(Input data Opens)
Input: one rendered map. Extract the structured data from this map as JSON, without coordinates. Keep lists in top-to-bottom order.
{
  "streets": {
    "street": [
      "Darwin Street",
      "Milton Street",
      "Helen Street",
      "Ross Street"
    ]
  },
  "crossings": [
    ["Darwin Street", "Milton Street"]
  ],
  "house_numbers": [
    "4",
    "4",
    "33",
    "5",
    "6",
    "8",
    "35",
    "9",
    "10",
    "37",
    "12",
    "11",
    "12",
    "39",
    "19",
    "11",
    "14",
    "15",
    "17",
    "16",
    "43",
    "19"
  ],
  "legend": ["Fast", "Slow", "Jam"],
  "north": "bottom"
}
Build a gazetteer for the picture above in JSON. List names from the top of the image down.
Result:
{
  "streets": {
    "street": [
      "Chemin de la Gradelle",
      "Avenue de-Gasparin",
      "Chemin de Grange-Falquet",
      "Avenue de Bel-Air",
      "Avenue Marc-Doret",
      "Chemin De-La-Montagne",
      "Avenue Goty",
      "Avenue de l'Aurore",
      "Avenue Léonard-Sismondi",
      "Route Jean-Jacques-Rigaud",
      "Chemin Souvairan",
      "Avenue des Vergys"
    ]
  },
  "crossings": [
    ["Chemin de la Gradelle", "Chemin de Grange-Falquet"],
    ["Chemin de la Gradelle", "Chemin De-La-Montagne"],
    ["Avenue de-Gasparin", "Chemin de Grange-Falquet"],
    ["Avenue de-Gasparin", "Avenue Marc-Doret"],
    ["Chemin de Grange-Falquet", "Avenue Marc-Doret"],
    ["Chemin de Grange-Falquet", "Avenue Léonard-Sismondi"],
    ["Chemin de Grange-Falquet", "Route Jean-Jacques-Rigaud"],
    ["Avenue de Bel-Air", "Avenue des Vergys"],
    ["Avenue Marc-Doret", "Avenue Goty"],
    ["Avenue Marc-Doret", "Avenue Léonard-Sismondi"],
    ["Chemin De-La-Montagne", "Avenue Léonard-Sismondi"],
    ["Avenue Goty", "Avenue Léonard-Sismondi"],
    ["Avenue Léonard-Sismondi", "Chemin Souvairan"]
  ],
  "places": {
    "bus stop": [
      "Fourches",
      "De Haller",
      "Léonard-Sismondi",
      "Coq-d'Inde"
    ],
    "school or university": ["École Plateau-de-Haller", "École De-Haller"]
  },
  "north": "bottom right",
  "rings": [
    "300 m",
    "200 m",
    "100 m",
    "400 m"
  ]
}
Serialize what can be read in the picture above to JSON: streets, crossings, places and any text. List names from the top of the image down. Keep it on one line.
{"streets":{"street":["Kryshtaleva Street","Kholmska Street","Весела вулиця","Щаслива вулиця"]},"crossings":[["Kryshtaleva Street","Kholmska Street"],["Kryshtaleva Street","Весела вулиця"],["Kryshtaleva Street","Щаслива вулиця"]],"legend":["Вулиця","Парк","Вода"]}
(Input data Closes)
(Input data Opens)
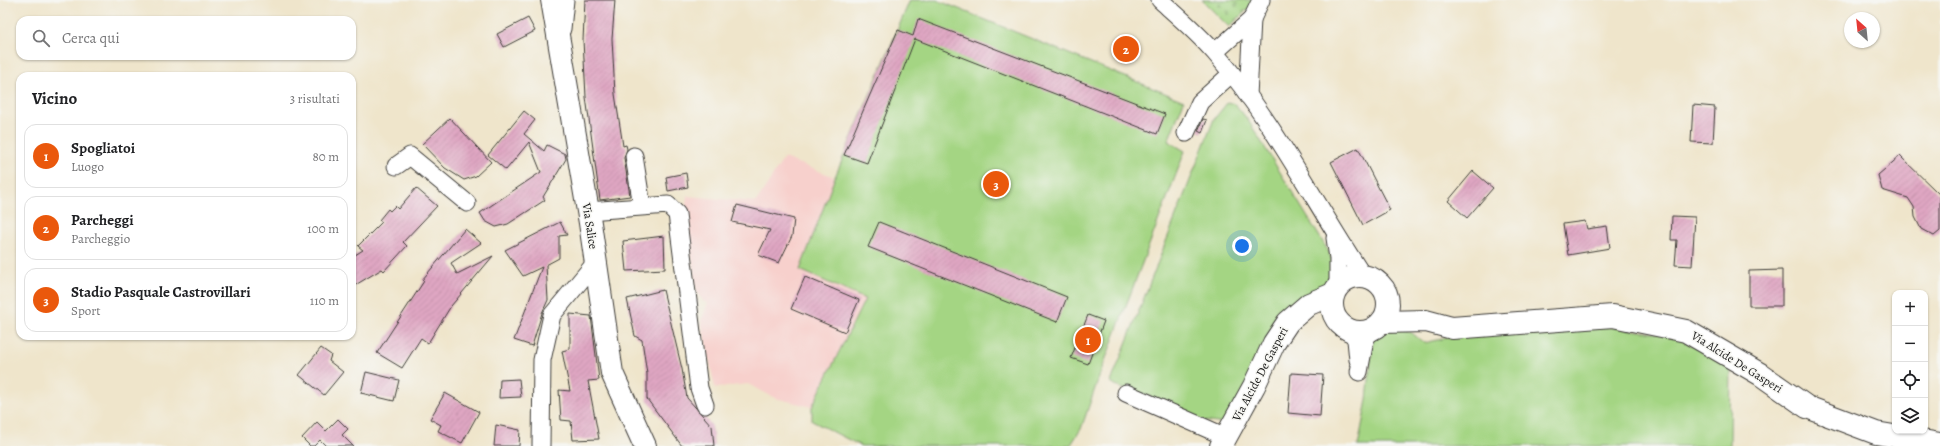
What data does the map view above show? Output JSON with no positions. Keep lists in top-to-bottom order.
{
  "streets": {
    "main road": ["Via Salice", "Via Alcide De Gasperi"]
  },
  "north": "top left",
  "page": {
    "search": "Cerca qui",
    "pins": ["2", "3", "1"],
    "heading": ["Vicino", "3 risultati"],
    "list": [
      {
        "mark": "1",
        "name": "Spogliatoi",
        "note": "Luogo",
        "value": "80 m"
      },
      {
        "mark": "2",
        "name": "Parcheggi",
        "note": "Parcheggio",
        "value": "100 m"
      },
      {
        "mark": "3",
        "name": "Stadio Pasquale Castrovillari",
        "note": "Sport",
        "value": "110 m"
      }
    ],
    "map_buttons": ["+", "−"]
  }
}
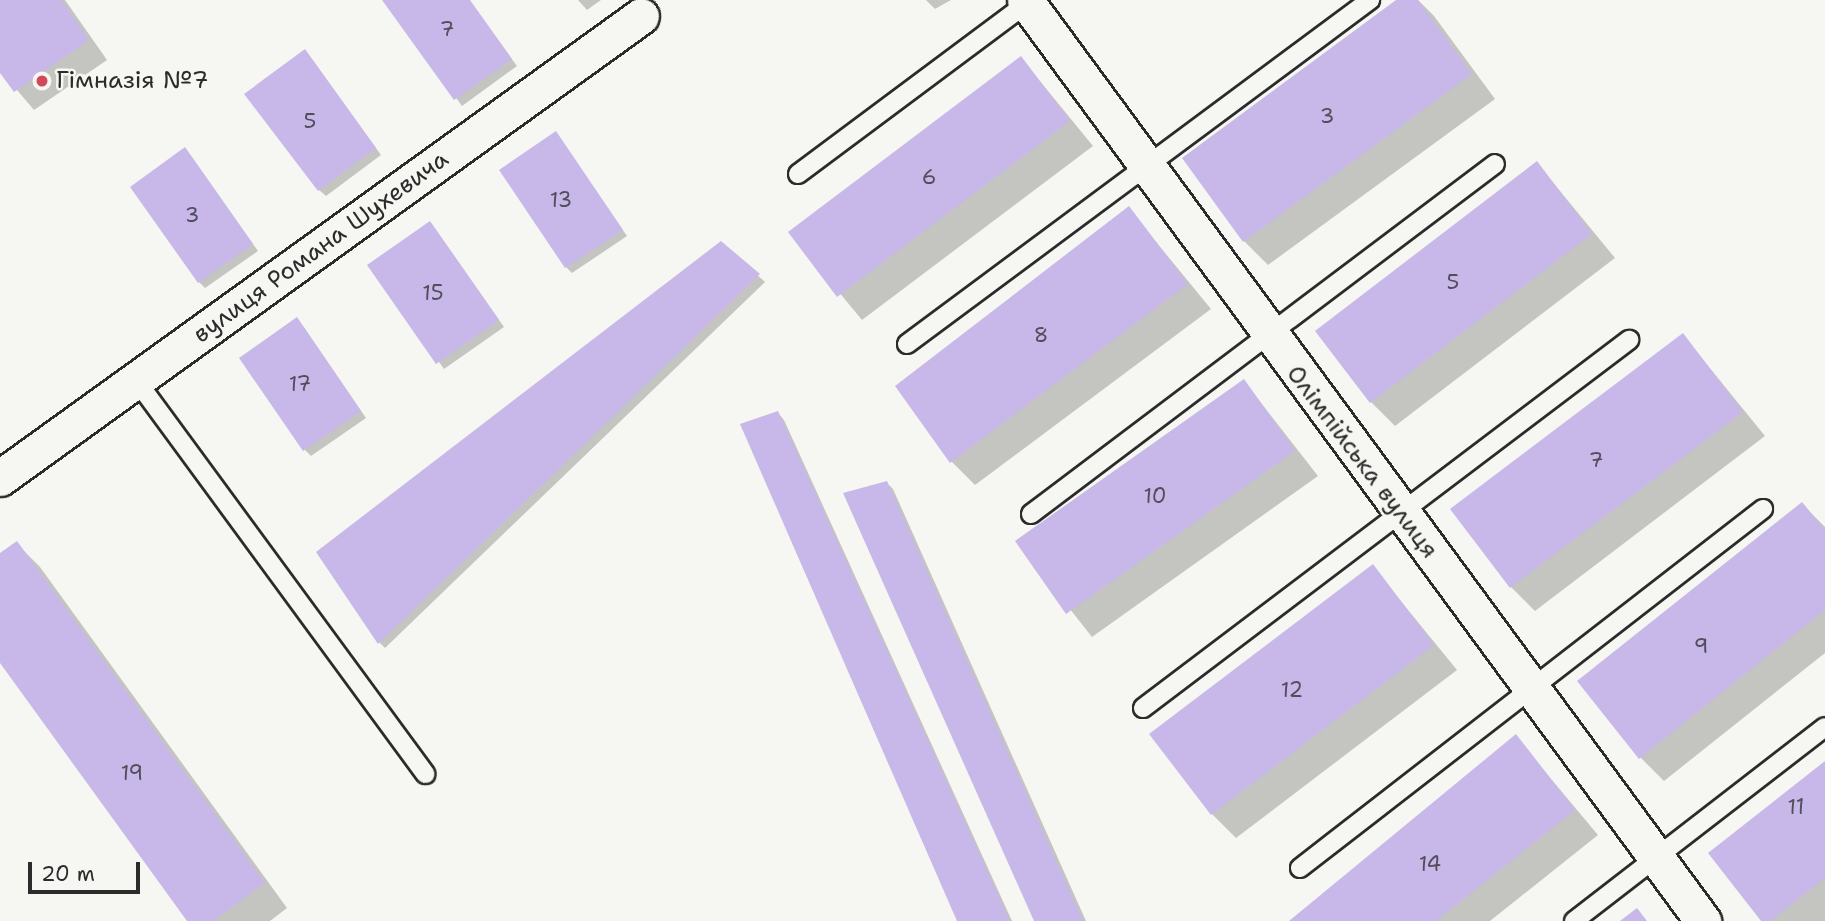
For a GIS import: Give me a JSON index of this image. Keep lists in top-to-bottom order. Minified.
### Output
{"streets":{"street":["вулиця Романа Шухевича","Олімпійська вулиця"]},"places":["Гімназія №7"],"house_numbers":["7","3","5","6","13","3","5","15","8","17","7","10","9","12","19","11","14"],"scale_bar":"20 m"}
(Input data Closes)
(Input data Opens)
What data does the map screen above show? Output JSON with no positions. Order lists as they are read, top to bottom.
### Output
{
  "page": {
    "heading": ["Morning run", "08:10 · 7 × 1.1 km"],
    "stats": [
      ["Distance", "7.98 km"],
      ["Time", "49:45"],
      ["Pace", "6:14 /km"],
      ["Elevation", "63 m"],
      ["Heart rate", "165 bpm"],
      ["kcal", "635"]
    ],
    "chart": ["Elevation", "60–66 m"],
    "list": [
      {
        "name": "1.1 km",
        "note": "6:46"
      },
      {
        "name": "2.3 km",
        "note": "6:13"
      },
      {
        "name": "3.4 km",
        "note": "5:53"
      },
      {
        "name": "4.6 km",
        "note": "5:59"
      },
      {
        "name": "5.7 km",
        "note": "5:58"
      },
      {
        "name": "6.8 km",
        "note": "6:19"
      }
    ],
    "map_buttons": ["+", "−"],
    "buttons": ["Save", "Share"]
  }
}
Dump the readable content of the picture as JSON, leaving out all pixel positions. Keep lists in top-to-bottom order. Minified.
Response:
(Input data Closes)
**Your task**. Look over the data above and show each line that contains "Minified".

**Response to this exercise**.
For a GIS import: Give me a JSON index of this image. Keep lists in top-to-bottom order. Minified.
Dump the readable content of the picture as JSON, leaving out all pixel positions. Keep lists in top-to-bottom order. Minified.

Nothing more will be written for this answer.